A common question I get from startups, inventors, entrepreneurs, and others starting new businesses who haven't worked with attorneys previously is whether they need a non-disclosure agreement (NDA) to talk with an attorney.
In most circumstance, I recommend a non-disclosure agreement (NDA) to protect the business's idea as they are shared with others. However, attorneys are governed by strict rules and codes of professional conduct relating to communications with clients. Think of this as a built-in NDA when talking with your attorney. But, what if you wish to consult with a few different patent attorneys before hiring the right one? Most state bar ethical rules including something along the lines of providing protections if the attorney’s words or actions induce an individual to reasonably believe that the individual is consulting an attorney in confidence and in his professional capacity to retain the attorney or to obtain legal services or advice.
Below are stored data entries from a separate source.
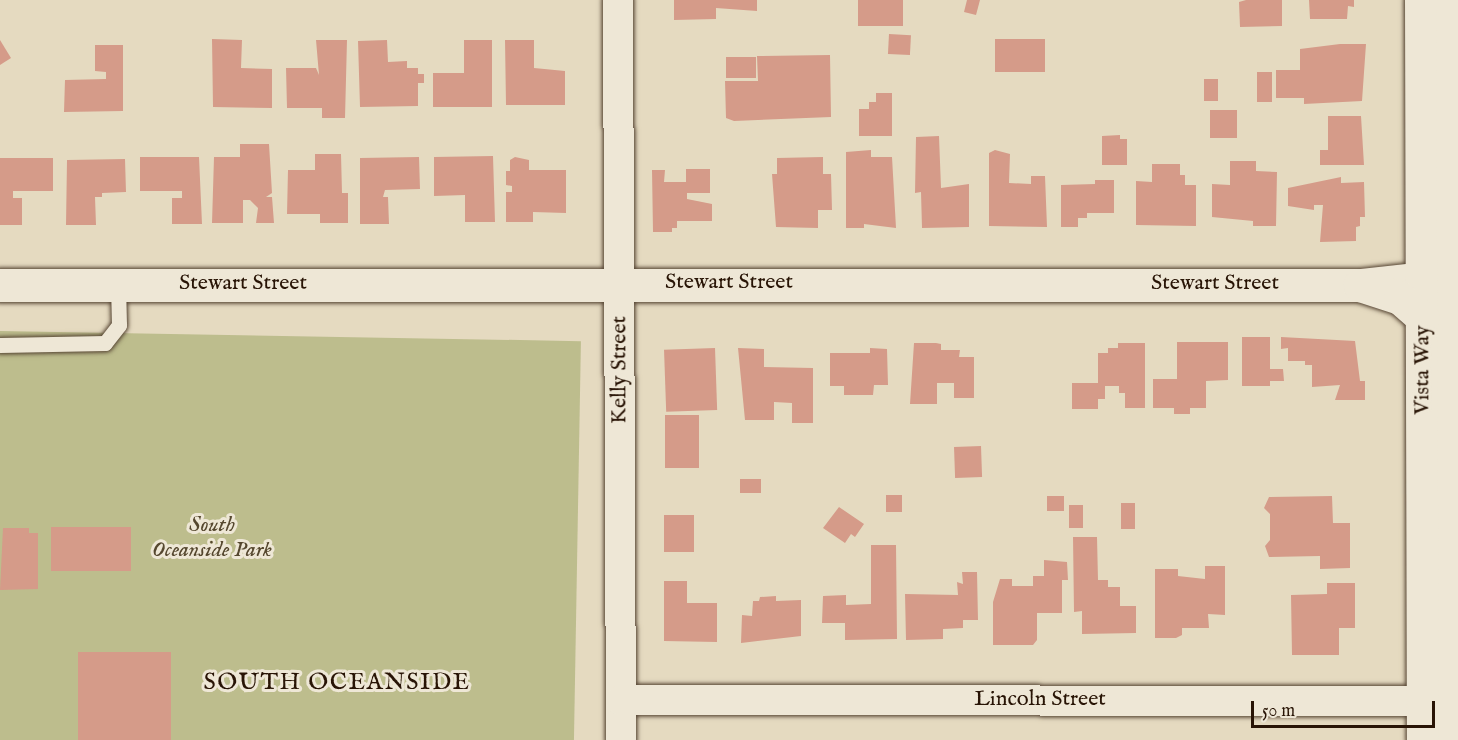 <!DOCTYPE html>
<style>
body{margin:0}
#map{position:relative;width:1458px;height:740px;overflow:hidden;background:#e5dac0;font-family:"IM FELL English",serif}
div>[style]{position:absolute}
.green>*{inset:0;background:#bdbd8d;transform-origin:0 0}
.building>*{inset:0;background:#d59b89;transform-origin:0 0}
.roads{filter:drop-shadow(0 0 2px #574634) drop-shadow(0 0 2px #574634)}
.service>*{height:15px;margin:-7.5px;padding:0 7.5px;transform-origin:7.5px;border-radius:7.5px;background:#eee7d6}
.minor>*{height:30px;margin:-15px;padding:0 15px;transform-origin:15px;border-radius:15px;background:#eee7d6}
.tertiary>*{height:33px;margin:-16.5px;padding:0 16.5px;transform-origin:16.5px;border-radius:16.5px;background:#eee7d6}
.secondary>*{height:33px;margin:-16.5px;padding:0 16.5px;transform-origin:16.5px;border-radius:16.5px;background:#eee7d6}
span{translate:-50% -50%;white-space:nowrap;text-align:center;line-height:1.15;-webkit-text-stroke:6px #eee7d6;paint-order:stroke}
.street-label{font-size:22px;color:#281405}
.park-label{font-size:22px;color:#55472e;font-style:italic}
.neighbourhood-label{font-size:24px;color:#281405;letter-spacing:1.5px}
.scale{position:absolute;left:1251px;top:701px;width:184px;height:27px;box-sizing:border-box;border:3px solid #281405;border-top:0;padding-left:8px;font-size:18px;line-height:21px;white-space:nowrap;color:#281405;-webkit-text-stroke:4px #eee7d6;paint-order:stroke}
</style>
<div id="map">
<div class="green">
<i style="left:0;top:331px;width:581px;height:409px;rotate:1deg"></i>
</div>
<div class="building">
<i style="clip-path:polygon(674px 0,757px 0,757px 11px,716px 8px,716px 19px,674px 20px)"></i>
<i style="left:858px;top:0;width:45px;height:26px"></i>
<i style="clip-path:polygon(967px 0,980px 0,976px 15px,964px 12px)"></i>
<i style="clip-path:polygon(1246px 0,1282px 0,1282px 26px,1240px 27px,1239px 2px)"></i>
<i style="clip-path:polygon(1309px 0,1354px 0,1354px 7px,1348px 6px,1347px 19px,1310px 19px)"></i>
<i style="left:889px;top:34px;width:22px;height:20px;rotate:3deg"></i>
<i style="clip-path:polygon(212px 39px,242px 40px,241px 68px,272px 69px,272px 108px,213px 107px)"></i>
<i style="left:995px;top:39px;width:50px;height:33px"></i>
<i style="clip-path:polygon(0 40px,11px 58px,0 65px)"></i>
<i style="clip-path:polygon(316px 40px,347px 40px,345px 118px,322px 118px,322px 108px,287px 108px,286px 68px,316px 68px,319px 75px)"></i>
<i style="clip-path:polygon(387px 40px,388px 62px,407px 61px,407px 68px,418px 68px,418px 74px,424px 74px,424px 83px,418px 83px,418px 106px,360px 107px,358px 41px)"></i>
<i style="clip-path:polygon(464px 40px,492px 40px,492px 107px,433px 107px,433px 73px,464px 73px)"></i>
<i style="clip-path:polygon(505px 40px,534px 40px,534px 68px,565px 71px,565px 105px,506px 105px)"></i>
<i style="clip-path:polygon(1340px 44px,1366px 44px,1362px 101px,1304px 104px,1304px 98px,1276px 98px,1276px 70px,1300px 70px,1300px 49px)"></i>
<i style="clip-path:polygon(95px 45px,123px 45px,123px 111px,64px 112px,65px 80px,106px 79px,106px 72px,95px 71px)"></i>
<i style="clip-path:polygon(830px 55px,831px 117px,734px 121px,726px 118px,725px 81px,758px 81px,757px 56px)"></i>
<i style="left:726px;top:57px;width:30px;height:21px"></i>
<i style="left:1272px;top:72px;width:30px;height:15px;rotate:90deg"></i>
<i style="left:1204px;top:79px;width:14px;height:22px"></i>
<i style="clip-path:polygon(876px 93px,892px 93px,892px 136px,859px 136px,859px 109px,869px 109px,869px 102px,876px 102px)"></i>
<i style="left:1210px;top:110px;width:27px;height:28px"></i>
<i style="clip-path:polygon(1328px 116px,1361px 116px,1364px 165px,1320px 165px,1320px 150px,1328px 150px)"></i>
<i style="clip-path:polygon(1120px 135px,1120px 139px,1127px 139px,1127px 165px,1102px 165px,1102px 136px)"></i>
<i style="clip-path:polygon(939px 136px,941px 188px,969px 184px,969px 227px,922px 228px,921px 192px,915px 193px,916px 137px)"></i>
<i style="clip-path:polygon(240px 144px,269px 144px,272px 193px,266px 197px,272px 197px,274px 223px,256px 223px,258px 208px,250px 200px,243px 200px,243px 223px,212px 223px,214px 157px,240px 157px)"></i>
<i style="clip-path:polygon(871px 150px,871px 157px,892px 157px,896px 228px,864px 224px,864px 228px,846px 228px,846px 152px)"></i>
<i style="clip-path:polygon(995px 150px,1010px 154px,1009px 183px,1031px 184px,1031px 176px,1045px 176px,1047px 227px,989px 226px,989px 153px)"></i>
<i style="clip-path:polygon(315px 154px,341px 154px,342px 193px,348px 193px,348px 223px,320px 223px,320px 214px,287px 214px,288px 170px,315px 170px)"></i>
<i style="clip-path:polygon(493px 156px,495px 222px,465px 222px,465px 195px,434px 196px,434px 157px)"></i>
<i style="clip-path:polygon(140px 157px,199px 157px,202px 224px,172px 224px,172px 198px,182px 198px,182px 191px,140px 191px)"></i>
<i style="clip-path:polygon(419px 157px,420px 189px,385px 190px,383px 197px,388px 197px,389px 224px,360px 224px,360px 158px)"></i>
<i style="clip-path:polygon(515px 157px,529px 160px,529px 170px,566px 170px,566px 213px,533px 212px,533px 222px,506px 222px,506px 192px,512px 192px,512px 186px,506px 185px,506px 171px,510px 171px,510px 160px)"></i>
<i style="clip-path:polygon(823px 157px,823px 174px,831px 174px,832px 210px,818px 210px,818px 228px,776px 227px,772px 174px,777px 174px,777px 158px)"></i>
<i style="clip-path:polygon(0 158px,53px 158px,53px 191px,13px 191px,13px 198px,22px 198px,22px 225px,0 225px)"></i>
<i style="clip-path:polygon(125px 159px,126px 192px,102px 193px,102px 197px,95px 197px,96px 225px,66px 225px,67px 160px)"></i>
<i style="clip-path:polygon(1230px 161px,1256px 161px,1256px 171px,1277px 172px,1276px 226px,1253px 226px,1253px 221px,1212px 217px,1212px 184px,1230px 185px)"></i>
<i style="clip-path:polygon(1152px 164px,1180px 164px,1180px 175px,1185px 175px,1185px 185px,1196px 185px,1196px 226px,1136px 225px,1136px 181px,1152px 182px)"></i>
<i style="clip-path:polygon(686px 169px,710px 169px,710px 193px,687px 193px,687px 199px,712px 204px,712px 221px,677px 221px,677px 228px,672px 228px,672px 232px,653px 232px,652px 170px,665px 170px,664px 182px,686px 182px)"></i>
<i style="clip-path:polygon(1341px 177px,1341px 183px,1364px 182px,1365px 217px,1360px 217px,1360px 226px,1356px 227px,1356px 241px,1320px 242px,1323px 205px,1314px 205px,1314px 210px,1288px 206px,1288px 188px)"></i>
<i style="clip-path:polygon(1095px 180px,1114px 180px,1114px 213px,1087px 213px,1087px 218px,1078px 218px,1078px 227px,1061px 227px,1061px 185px,1095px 184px)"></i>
<i style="clip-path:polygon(1242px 337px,1270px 337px,1270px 369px,1283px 369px,1284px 381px,1270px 381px,1270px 386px,1242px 386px)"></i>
<i style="clip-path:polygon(1281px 337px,1355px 341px,1360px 381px,1365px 381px,1365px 400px,1335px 400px,1340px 385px,1312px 387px,1312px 365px,1305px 365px,1305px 361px,1288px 361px,1288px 348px,1281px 349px)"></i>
<i style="clip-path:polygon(1177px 342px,1228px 342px,1228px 380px,1206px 381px,1206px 408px,1190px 408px,1190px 414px,1174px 414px,1174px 408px,1153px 408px,1153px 379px,1177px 379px)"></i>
<i style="clip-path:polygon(914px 343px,936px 343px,941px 344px,941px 350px,960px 350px,959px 357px,974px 357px,974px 398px,954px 398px,954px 383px,937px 383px,937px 404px,910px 404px)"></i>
<i style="clip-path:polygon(1118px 343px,1145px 343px,1145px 408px,1125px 408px,1125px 393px,1119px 393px,1119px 386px,1105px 386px,1105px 399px,1098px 399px,1098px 409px,1072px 409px,1072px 383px,1098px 383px,1098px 353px,1108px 353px,1108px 348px,1118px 348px)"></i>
<i style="left:715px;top:348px;width:62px;height:51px;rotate:88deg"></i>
<i style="clip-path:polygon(738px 348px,764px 349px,764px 367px,813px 368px,813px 423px,792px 423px,792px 403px,774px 402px,774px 420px,745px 420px)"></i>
<i style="clip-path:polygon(870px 348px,887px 349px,888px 385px,874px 385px,873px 395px,844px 395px,844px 386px,830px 386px,830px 353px,870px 353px)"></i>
<i style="left:665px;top:415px;width:34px;height:53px"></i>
<i style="left:981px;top:446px;width:31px;height:27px;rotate:88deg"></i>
<i style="left:740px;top:479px;width:21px;height:14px"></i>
<i style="left:886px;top:495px;width:16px;height:17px"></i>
<i style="left:1047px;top:496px;width:17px;height:15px"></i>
<i style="clip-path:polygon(1332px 496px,1333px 523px,1350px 523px,1350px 568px,1320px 569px,1320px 556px,1269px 557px,1265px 546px,1270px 540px,1270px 514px,1264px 508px,1269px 497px)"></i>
<i style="left:1121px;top:503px;width:14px;height:26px"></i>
<i style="left:1069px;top:505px;width:14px;height:23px"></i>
<i style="clip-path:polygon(839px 507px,864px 524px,855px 537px,851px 534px,845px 543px,823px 528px)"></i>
<i style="left:664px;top:515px;width:30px;height:37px"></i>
<i style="left:131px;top:527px;width:44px;height:80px;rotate:90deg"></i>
<i style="clip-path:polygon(3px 528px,29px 528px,29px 533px,38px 533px,38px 589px,0 590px)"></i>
<i style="clip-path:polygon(1073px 537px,1097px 537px,1098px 580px,1108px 580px,1108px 587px,1120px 587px,1120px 606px,1136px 606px,1136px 633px,1082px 634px,1082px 611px,1074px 612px)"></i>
<i style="clip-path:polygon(871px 545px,896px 545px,897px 639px,845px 640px,845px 623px,822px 623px,823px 596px,846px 595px,846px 605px,871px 604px)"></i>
<i style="clip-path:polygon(1044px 560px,1067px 562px,1068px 580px,1062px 580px,1062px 613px,1037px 613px,1037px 640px,1033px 645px,993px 645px,993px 602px,1000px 579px,1012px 579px,1012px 586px,1033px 586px,1033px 576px,1044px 576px)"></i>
<i style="clip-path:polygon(1205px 566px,1225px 566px,1225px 615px,1208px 614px,1209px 628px,1182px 628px,1182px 635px,1176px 638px,1155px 638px,1155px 569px,1178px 569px,1178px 576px,1205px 579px)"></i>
<i style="clip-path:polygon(962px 572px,977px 572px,978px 620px,963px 620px,963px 628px,943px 629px,943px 639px,906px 640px,905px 594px,958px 595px,957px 582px,963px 584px)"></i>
<i style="clip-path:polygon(664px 581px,687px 581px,687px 603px,717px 603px,717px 642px,664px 641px)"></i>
<i style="clip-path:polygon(1327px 583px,1355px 583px,1355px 628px,1339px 628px,1339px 655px,1292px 655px,1291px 595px,1327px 594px)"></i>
<i style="clip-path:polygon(776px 596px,776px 601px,801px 600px,801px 636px,741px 643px,742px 615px,752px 616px,753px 601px,759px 601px,760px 597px)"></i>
<i style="left:171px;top:652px;width:88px;height:93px;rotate:90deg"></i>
</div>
<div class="roads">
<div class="service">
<i style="left:0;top:345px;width:105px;rotate:-1.1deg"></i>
<i style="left:105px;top:343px;width:23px;rotate:-52deg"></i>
<i style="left:119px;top:325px;width:40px;rotate:-91.4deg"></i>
</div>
<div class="minor">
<i style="left:618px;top:0;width:740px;rotate:89.77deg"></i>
<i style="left:621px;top:700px;width:825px;rotate:0.07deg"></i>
</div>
<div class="tertiary">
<i style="left:0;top:285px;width:1360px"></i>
<i style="left:1360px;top:285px;width:63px;rotate:-6.3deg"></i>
</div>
<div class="secondary">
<i style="left:1421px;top:0;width:740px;rotate:89.85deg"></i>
<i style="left:1452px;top:0;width:740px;rotate:89.77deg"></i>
<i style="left:1360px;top:285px;width:42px;rotate:18deg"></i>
<i style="left:1400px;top:298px;width:30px;rotate:41deg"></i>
</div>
</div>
<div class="street-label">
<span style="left:729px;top:283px">Stewart Street</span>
<span style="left:243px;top:284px">Stewart Street</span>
<span style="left:1215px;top:284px">Stewart Street</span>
<span style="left:620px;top:370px;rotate:-90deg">Kelly Street</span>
<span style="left:1423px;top:370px;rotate:-90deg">Vista Way</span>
<span style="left:1040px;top:700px">Lincoln Street</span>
</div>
<div class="park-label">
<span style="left:212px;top:538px">South<br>Oceanside Park</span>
</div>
<div class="neighbourhood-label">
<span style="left:337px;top:683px">SOUTH OCEANSIDE</span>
</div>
<div class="scale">50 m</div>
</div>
If you’re still uncomfortable sharing the details of your invention, then keep the communications general. For example, you can share the general terms of your idea: “I have an idea for a new [device/app] to be used in/by [field/industry]." By only disclosing the general idea and not the details, the IP attorney can suggest next steps, costs, and timelines without getting into any potential conflicts of interest.
Note, if you are speaking to a patent agent, it is wise to have an NDA signed before disclosing your idea since patent agents are not lawyers.